Users want programs to be predictable. Especially non-technical users.
laughs in clippy
> generic advice about how you should use the same tool and methodology (claude code, scrum) that everyone’s already using, lot of hand waving about being “senior,” This may be the most 2025 blog post ever written.

This part tracks. It's honestly rather generic.

> if anyone takes the art of software programming further using LLMs, it’s going to be young inexperienced people who grow up closely observing and learning the transcendental nature of LLMs and software, not hardened industry titans joyfully cracking their whip over an army of junior devs and LLMs.

This, I'm not sure applies either. TBH the biggest risk I'm seeing already right now is how quickly we're starting to see juniors trying to enter the job market who don't have the faintest idea how actually code. Let alone build software (but let's be honest, that's usually been the case). What decisions to make when writing something are based on factors outside just implementing the functionality: how maintainable is this? how extensible?

Giving a junior a sycophant that's reasonably competent at spitting out something functional (not necessarily functional in the sense you need it to be but apparently working) is a recipe for disaster IMO.

There will absolutely be some who "get it". But, how does that scale?

More worryingly, something I don't see discussed enough is "review fatigue". It's far more fatiguing reviewing the output of an LLM than writing the code yourself a lot of the times. Early on in your career, this might lead to the tendency to just say "eh, looks alright enough".

> More worryingly, something I don't see discussed enough is "review fatigue". It's far more fatiguing reviewing the output of an LLM than writing the code yourself a lot of the times. Early on in your career, this might lead to the tendency to just say "eh, looks alright enough".

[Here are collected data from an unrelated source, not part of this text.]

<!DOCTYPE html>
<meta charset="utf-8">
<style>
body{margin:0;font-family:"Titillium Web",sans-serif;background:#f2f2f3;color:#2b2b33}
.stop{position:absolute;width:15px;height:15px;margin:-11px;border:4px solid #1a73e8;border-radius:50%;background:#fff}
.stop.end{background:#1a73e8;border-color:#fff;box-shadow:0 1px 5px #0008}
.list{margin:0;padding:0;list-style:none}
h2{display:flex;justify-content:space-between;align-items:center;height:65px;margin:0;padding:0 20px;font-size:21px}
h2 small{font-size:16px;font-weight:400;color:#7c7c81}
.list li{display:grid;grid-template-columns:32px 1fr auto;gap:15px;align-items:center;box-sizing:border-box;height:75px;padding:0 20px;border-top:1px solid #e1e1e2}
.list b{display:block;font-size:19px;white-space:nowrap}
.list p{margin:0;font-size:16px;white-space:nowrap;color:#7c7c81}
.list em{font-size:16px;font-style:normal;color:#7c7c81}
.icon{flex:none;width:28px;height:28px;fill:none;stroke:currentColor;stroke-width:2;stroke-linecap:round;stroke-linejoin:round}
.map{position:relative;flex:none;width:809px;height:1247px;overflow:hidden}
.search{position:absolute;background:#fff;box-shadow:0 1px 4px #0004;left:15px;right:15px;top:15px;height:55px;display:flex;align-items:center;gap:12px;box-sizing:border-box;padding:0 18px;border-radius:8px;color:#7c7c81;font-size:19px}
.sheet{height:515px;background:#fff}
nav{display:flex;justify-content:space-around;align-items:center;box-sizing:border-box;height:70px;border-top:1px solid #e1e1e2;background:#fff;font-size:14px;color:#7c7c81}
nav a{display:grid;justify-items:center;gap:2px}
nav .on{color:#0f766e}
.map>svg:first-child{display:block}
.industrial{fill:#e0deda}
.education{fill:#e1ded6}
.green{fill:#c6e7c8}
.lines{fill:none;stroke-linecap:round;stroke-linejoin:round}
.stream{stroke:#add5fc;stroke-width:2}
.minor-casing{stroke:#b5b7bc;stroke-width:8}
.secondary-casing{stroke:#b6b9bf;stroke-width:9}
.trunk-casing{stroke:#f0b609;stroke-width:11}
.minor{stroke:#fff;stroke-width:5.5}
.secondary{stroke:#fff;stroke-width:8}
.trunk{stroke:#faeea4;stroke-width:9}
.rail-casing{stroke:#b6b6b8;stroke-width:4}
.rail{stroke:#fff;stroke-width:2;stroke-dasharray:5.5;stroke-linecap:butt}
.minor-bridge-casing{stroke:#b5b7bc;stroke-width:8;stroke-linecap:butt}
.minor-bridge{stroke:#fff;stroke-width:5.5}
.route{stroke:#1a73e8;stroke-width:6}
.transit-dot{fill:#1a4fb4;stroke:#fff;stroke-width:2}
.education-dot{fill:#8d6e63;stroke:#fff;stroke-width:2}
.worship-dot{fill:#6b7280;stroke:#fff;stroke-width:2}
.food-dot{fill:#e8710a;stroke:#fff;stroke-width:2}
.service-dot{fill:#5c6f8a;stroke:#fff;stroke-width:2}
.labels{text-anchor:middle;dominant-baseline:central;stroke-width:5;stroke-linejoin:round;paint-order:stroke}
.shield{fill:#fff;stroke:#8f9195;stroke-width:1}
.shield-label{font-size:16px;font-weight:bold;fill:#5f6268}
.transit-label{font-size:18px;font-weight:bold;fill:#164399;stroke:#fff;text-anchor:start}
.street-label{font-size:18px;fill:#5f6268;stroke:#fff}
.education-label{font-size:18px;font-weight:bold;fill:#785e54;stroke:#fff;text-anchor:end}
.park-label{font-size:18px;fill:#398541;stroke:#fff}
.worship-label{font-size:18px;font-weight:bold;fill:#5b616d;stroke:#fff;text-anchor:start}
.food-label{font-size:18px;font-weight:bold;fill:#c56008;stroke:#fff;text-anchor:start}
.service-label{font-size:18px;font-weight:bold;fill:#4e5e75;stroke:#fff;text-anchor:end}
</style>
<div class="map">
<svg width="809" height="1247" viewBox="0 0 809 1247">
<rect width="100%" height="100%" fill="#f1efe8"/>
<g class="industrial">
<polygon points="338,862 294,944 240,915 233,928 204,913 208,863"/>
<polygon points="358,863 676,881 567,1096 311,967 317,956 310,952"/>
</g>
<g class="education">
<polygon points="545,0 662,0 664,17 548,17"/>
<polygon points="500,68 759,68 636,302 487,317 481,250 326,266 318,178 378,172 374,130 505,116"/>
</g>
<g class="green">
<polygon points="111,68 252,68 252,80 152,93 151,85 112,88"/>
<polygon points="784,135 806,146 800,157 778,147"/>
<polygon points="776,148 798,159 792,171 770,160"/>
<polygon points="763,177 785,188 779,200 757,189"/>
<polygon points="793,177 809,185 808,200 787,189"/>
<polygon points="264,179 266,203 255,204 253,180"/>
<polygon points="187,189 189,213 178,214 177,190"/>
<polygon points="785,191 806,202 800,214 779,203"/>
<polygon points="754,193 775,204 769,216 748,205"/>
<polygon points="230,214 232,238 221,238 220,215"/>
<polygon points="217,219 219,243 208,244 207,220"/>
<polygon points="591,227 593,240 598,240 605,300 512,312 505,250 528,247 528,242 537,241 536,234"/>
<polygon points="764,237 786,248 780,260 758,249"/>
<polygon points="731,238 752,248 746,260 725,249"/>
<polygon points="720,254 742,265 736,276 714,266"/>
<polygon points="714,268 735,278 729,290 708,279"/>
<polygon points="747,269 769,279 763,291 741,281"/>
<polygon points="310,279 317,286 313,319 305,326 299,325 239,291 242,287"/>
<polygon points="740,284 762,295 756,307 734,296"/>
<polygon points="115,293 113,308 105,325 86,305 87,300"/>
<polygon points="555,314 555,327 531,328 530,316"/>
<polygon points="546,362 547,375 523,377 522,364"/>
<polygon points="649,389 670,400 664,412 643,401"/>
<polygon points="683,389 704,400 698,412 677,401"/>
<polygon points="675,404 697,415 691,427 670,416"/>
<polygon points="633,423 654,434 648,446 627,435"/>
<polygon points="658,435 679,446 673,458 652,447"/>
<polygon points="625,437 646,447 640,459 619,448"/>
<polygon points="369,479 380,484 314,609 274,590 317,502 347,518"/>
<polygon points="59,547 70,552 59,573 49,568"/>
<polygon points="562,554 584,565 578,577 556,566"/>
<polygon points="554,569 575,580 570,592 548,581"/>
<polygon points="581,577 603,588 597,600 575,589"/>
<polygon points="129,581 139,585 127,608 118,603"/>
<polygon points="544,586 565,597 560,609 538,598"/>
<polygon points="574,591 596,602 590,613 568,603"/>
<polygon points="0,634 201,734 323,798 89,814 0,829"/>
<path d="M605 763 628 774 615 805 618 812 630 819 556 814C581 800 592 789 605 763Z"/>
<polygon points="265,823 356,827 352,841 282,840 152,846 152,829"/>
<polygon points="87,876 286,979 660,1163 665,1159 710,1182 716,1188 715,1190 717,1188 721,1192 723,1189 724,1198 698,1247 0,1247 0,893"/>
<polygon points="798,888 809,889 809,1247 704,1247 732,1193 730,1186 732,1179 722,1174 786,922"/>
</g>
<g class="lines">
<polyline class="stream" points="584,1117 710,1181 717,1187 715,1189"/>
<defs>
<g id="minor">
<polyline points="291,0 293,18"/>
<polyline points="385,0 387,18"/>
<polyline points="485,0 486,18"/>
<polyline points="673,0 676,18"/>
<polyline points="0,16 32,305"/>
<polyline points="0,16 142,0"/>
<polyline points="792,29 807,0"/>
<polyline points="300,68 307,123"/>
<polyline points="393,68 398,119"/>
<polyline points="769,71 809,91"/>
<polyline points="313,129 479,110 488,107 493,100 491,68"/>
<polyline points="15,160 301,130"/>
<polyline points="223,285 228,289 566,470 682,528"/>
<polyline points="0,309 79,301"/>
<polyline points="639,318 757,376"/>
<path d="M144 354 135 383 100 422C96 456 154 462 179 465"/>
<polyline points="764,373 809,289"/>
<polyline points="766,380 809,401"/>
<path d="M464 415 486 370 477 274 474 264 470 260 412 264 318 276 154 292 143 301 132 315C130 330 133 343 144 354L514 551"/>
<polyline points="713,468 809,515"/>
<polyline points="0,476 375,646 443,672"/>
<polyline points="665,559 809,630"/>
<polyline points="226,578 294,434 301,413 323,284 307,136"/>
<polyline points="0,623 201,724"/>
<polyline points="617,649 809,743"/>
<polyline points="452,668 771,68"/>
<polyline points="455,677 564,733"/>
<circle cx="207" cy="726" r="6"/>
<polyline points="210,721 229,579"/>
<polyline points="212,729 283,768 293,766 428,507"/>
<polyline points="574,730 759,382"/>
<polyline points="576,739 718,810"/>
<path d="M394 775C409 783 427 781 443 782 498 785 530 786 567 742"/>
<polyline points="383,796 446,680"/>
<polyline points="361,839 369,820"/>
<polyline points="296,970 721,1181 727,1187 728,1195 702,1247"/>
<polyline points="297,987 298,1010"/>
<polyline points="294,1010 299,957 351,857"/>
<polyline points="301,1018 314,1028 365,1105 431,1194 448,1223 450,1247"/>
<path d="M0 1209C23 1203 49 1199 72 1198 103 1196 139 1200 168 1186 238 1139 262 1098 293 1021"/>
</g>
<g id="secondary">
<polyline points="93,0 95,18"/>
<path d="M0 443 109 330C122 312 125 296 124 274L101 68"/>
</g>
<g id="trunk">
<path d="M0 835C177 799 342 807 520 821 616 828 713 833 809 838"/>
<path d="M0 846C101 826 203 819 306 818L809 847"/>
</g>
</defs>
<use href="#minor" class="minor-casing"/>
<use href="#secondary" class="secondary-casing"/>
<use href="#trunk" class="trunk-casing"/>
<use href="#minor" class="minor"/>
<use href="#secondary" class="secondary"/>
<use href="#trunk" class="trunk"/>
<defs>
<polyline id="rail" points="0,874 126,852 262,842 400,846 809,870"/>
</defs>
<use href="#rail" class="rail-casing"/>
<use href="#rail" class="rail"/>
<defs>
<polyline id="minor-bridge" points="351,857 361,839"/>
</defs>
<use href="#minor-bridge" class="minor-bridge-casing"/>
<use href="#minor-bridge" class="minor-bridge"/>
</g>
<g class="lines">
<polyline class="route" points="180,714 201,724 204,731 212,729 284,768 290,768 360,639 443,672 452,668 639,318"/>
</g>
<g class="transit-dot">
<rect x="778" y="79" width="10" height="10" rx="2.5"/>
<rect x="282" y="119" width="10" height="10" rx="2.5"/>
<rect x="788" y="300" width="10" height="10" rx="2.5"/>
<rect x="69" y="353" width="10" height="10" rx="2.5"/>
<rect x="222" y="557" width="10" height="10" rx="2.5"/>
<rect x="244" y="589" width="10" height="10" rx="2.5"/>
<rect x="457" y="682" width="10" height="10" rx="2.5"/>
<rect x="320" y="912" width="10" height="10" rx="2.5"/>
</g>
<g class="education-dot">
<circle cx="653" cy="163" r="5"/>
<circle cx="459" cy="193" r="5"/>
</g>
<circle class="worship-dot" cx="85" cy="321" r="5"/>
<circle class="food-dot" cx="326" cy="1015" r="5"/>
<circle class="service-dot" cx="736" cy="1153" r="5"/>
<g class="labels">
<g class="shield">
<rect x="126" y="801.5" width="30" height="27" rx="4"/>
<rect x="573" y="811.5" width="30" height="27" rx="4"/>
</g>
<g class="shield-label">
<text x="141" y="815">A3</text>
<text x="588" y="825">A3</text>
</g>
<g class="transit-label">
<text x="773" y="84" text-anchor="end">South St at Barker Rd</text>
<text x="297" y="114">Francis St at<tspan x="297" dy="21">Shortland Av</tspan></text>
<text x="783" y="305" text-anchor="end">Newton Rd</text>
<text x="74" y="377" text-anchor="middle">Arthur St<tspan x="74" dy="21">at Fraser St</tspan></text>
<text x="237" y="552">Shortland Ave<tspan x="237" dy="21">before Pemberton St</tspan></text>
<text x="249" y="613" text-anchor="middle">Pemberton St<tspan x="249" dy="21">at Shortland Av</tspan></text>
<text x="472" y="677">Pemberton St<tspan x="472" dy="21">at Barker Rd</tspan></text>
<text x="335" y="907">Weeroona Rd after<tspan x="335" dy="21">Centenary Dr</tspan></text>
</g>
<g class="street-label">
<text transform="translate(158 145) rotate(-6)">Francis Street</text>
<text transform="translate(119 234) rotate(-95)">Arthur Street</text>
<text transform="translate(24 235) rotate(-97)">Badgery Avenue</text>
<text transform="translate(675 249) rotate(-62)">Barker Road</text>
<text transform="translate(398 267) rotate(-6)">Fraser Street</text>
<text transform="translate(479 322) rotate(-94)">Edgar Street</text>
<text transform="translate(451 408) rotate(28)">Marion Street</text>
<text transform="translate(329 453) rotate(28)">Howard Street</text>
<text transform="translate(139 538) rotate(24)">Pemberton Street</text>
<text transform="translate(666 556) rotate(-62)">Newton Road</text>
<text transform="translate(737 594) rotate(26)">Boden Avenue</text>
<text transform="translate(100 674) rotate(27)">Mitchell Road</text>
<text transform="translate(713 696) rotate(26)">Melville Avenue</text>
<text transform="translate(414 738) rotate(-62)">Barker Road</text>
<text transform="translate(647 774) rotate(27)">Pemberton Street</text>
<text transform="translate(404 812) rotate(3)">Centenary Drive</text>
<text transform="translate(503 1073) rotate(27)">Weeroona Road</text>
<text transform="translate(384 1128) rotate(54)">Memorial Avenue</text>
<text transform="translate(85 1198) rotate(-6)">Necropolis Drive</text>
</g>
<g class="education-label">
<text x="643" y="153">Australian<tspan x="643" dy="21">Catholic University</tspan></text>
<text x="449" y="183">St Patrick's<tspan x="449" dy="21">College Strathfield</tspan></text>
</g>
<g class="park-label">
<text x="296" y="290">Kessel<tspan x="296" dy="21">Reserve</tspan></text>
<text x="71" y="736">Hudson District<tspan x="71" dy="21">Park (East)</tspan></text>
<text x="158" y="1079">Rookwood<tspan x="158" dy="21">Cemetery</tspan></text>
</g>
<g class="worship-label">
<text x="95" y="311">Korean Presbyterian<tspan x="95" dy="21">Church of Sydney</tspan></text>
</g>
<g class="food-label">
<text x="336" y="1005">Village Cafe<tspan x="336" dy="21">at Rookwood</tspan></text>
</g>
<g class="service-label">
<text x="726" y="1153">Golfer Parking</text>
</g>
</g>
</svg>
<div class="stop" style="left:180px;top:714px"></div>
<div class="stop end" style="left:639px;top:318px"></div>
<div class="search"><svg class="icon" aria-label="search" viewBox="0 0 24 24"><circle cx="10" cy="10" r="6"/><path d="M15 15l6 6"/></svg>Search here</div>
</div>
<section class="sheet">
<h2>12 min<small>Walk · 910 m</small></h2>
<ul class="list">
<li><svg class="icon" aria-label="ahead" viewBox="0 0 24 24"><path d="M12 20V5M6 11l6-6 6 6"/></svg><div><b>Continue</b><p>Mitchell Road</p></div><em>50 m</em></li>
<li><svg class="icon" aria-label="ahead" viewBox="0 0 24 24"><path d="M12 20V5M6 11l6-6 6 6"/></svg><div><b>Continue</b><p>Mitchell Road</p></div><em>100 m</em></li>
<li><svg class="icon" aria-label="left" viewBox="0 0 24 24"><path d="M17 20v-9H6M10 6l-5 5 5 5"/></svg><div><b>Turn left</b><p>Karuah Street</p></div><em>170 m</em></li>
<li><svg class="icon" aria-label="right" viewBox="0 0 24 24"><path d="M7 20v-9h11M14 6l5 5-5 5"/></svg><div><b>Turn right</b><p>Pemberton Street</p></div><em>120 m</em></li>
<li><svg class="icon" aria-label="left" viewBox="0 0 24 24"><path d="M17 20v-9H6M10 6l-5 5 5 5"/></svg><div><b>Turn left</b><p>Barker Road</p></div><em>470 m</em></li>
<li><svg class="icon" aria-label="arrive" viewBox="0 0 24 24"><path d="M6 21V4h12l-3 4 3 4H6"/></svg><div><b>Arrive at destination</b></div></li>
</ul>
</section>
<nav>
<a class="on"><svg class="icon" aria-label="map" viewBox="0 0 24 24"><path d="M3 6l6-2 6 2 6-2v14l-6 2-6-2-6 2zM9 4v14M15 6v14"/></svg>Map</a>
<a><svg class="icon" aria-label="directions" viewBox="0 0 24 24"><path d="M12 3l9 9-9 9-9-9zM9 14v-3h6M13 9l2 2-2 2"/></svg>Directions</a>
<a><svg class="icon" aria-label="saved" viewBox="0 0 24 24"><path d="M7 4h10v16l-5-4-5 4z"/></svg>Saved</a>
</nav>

I am definitely worried about that. I got into a mode of doing morning code review every morning due to having a bunch of active open source repos, so over time as they grow in activity I learned to adapt my schedule, mind set, and everything around how to do the right amount of code review (when to finish the PR yourself, when to give pointers to train a new contributor, when it's not worth your time yet to say more than "tests fail", etc.). I started for years pulling every piece of code locally, running it, figuring out why someone would make a change like that, etc. and then it took like 5 years before I could actually start to do code review well just by reading a git diff. I needed to know the domain, the language, the problem space, and how people tend to work, all well enough to make that simple enough to have a mental model.

Then, I tend to see some junior programmers put up LLM stuff and I go "oh just handle the extra memory allocations and it's good to go" and they go "wait handle what where?". If you can't eyeball that in under a minute of scrolling through the code... then you shouldn't be doing code review by scrolling through it yet. But if they keep doing it like this, they will never build that skill.

That's why I think the right LLM usage is really for those who have already built that code review skill. It's not to gate the usage of LLMs, but people will never learn if they aren't strongly engaging with the code at some level.